0
0
dbtdata~5 mins

Documenting models in YAML in dbt - Time & Space Complexity

Choose your learning style9 modes available
Time Complexity: Documenting models in YAML
O(n)
Understanding Time Complexity

We want to understand how the time it takes to document models in YAML grows as the number of models increases.

How does adding more models affect the work done by dbt when reading documentation?

Scenario Under Consideration

Analyze the time complexity of the following YAML documentation snippet for dbt models.

version: 2
models:
  - name: customers
    description: "Contains customer details"
    columns:
      - name: id
        description: "Unique customer ID"
      - name: name
        description: "Customer full name"
  - name: orders
    description: "Contains order records"
    columns:
      - name: order_id
        description: "Unique order ID"
      - name: customer_id
        description: "ID of the customer who placed the order"

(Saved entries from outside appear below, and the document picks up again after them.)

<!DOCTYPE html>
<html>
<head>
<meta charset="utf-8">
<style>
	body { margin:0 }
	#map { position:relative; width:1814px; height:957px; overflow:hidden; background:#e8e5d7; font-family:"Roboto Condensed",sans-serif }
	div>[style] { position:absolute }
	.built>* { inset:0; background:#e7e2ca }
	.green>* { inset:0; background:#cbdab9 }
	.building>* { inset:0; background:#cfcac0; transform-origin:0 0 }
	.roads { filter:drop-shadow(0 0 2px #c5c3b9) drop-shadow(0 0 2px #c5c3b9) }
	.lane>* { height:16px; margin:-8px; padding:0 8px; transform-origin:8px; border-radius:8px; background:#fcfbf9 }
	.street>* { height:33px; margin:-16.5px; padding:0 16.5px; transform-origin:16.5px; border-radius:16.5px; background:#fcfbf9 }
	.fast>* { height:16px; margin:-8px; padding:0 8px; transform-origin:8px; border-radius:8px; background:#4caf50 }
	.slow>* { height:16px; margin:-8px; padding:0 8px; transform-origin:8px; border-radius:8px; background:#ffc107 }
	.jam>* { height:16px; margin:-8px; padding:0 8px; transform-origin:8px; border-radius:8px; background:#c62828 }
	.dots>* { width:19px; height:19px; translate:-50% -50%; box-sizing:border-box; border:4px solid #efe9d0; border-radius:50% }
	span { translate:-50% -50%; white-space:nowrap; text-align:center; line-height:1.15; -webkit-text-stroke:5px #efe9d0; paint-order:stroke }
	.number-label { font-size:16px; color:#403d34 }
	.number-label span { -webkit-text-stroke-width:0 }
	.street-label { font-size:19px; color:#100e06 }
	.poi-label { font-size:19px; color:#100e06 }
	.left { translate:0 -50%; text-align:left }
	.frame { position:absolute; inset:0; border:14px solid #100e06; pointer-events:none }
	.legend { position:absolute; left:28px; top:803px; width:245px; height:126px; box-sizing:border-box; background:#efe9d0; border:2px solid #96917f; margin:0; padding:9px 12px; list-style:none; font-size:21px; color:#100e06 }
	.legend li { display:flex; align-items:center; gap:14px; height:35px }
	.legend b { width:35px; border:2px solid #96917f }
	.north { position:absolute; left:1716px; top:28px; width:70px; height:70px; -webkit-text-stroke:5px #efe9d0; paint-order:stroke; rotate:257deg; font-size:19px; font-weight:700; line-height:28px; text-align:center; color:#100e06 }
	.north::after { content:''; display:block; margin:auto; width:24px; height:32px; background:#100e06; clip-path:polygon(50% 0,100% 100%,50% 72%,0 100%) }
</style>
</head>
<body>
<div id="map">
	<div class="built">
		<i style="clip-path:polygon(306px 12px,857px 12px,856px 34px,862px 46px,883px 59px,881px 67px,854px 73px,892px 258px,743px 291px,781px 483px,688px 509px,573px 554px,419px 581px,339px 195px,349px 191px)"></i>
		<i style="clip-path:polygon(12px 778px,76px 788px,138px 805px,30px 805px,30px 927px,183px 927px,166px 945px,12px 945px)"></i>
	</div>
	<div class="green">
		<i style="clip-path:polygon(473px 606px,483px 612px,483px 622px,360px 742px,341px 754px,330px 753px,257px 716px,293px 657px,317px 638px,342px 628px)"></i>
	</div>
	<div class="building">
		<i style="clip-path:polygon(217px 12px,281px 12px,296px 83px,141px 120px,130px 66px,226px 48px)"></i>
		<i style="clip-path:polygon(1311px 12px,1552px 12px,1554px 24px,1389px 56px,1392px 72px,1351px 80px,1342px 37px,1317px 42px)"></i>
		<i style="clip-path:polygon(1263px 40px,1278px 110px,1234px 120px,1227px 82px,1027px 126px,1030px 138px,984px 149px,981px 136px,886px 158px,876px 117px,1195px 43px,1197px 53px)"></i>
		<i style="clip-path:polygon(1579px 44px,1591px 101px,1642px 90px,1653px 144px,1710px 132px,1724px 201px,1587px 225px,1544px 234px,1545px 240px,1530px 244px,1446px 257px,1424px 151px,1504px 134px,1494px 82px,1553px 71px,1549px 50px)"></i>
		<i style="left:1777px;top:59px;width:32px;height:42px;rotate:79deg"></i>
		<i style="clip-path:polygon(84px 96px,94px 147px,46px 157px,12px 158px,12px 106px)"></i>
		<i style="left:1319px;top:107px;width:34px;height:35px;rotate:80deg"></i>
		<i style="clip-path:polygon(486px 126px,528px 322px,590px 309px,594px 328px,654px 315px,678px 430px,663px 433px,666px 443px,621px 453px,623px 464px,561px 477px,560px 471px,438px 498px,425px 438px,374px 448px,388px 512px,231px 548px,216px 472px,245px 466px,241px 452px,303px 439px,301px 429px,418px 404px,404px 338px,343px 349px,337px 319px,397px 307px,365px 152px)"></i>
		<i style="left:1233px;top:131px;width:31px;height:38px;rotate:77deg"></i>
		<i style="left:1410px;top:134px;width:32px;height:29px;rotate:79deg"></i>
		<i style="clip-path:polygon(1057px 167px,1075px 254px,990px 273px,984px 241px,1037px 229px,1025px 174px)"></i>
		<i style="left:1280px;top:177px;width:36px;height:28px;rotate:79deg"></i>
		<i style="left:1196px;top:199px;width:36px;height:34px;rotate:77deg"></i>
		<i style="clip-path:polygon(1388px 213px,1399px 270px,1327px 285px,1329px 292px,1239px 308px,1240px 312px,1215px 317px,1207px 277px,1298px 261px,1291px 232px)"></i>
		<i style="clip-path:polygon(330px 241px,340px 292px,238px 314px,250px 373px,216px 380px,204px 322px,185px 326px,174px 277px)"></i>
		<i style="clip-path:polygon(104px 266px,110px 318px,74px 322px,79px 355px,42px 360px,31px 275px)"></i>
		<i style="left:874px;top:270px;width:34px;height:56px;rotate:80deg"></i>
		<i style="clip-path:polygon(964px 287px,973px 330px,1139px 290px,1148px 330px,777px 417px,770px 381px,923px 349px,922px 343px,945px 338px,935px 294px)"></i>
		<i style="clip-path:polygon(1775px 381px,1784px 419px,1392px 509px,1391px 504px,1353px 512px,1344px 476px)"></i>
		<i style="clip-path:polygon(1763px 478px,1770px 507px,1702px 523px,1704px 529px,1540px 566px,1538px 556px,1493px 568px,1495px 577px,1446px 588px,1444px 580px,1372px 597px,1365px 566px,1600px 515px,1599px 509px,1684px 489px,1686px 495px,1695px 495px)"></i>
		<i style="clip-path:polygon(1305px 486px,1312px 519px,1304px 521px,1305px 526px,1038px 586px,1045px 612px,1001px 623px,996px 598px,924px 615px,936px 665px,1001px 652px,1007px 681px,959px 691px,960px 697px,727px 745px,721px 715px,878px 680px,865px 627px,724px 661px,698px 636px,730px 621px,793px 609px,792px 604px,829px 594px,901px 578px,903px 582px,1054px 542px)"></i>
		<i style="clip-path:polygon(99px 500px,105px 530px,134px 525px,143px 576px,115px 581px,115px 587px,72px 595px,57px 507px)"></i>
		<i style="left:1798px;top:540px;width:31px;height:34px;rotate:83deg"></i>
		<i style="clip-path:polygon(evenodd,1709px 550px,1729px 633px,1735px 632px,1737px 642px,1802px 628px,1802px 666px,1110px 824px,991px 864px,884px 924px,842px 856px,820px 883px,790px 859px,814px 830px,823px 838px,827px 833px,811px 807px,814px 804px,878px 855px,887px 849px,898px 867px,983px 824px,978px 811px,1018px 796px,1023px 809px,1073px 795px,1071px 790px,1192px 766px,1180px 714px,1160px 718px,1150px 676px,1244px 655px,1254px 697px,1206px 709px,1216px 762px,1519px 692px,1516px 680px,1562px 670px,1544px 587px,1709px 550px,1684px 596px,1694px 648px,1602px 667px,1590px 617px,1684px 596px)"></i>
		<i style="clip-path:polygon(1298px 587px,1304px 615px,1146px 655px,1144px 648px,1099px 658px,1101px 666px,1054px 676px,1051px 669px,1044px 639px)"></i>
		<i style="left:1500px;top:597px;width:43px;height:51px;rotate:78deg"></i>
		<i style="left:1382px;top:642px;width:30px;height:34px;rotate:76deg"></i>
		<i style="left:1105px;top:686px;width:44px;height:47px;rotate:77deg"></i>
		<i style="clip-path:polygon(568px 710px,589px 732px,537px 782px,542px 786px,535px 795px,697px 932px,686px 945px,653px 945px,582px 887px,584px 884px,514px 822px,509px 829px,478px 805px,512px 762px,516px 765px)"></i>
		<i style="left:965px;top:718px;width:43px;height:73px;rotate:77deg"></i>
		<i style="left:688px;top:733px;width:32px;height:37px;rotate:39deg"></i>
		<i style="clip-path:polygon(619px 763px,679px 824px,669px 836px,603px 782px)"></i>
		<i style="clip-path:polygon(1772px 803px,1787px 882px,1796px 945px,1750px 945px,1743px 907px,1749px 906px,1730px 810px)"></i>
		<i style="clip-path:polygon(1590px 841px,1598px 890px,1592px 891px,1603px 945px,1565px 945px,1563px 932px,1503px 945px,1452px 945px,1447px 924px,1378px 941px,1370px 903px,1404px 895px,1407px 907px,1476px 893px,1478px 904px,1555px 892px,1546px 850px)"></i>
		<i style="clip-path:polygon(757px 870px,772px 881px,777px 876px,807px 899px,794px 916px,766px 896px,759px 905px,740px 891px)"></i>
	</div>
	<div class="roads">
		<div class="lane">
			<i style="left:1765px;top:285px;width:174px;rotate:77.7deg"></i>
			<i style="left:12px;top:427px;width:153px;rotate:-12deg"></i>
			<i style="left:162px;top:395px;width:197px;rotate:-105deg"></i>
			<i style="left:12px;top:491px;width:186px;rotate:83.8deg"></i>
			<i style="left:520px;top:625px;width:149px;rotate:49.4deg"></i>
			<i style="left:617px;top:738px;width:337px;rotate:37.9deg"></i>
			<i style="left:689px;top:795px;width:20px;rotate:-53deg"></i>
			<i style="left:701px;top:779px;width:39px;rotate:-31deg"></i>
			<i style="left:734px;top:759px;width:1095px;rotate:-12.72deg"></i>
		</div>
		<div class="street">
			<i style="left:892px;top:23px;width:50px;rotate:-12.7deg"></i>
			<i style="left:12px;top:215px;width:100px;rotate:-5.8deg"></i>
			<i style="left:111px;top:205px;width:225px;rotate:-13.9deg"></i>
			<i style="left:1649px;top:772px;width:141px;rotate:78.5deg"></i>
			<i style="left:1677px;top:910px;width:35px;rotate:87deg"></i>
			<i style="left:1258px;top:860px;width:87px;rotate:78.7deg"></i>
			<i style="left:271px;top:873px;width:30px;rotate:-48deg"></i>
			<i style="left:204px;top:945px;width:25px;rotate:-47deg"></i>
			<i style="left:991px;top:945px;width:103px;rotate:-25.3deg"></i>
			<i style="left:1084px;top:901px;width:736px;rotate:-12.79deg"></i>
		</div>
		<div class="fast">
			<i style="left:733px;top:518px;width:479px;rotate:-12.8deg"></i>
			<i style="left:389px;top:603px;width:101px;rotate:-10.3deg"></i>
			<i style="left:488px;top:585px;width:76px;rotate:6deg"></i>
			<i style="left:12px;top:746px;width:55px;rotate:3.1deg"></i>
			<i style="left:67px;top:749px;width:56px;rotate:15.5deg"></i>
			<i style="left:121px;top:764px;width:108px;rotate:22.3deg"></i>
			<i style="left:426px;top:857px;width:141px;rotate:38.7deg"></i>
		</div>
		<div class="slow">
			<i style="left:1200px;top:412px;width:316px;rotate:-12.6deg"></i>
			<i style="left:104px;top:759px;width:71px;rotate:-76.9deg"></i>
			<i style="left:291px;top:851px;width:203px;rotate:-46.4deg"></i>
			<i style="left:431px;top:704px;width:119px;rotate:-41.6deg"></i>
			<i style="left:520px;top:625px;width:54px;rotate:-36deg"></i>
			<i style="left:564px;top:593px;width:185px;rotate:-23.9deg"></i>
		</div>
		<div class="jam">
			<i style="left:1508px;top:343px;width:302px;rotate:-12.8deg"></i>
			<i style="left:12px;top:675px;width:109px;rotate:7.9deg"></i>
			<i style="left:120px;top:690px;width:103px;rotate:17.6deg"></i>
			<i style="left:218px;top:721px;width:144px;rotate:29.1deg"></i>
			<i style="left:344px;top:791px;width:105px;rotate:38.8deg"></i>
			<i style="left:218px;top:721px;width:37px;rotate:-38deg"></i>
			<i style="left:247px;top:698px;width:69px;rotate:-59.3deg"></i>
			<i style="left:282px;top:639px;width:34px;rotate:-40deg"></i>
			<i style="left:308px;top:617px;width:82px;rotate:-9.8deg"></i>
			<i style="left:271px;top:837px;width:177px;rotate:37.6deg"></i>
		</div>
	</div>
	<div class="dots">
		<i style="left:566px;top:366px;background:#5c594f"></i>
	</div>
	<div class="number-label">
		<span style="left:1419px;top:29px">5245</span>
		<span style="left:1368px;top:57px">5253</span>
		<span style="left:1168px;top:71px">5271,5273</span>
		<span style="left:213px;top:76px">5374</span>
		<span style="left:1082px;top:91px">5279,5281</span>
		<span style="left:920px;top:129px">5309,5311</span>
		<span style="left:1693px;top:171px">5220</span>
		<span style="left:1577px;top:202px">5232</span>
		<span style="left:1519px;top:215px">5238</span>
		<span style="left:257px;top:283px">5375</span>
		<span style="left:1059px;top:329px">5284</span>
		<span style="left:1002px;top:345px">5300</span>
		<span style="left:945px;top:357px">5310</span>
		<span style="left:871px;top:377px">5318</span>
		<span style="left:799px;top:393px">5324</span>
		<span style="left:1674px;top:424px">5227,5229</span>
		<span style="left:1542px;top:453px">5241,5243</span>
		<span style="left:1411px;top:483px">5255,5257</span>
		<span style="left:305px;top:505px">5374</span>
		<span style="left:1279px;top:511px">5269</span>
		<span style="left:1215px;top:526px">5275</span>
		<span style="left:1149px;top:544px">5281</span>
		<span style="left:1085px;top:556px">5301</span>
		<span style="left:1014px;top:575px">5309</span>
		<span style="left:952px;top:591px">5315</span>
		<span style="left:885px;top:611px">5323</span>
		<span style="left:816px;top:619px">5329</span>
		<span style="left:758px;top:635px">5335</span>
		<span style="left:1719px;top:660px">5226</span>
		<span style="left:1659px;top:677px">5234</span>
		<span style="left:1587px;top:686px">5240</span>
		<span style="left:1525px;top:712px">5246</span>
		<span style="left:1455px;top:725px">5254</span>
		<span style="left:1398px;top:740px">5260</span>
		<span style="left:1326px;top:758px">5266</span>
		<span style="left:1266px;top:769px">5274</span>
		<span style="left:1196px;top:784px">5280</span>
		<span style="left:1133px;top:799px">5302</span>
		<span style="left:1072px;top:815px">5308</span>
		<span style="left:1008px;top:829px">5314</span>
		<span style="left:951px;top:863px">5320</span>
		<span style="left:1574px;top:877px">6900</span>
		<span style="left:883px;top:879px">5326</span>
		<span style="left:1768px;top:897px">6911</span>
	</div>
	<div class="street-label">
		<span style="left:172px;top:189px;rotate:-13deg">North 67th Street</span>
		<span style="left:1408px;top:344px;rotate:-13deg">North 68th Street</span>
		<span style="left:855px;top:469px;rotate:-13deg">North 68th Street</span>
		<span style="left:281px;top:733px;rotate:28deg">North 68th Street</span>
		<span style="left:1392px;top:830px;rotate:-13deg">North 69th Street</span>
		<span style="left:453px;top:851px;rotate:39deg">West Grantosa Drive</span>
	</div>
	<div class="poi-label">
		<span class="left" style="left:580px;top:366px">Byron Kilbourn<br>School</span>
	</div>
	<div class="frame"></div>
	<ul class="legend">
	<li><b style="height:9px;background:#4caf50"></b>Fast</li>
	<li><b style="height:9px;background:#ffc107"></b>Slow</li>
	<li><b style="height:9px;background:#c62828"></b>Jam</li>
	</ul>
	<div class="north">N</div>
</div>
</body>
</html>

This YAML documents two models, each with columns and descriptions.

Identify Repeating Operations

Look at what repeats when dbt processes this YAML documentation.

  • Primary operation: Reading each model and its columns to build documentation.
  • How many times: Once per model, and once per column inside each model.
How Execution Grows With Input

As the number of models and columns grows, dbt reads more entries.

Input Size (models)Approx. Operations
10Reads about 10 models and their columns
100Reads about 100 models and their columns
1000Reads about 1000 models and their columns

Pattern observation: The work grows roughly in direct proportion to the number of models and columns.

Final Time Complexity

Time Complexity: O(n)

This means the time to process documentation grows linearly with the number of models and columns.

Common Mistake

[X] Wrong: "Adding more models won't affect processing time much because YAML is just text."

[OK] Correct: Even though YAML is text, dbt must read and parse each model and column, so more models mean more work.

Interview Connect

Understanding how processing time grows with input size helps you explain efficiency in real projects, showing you can think about scaling and performance.

Self-Check

"What if we added nested descriptions or tests inside each model? How would the time complexity change?"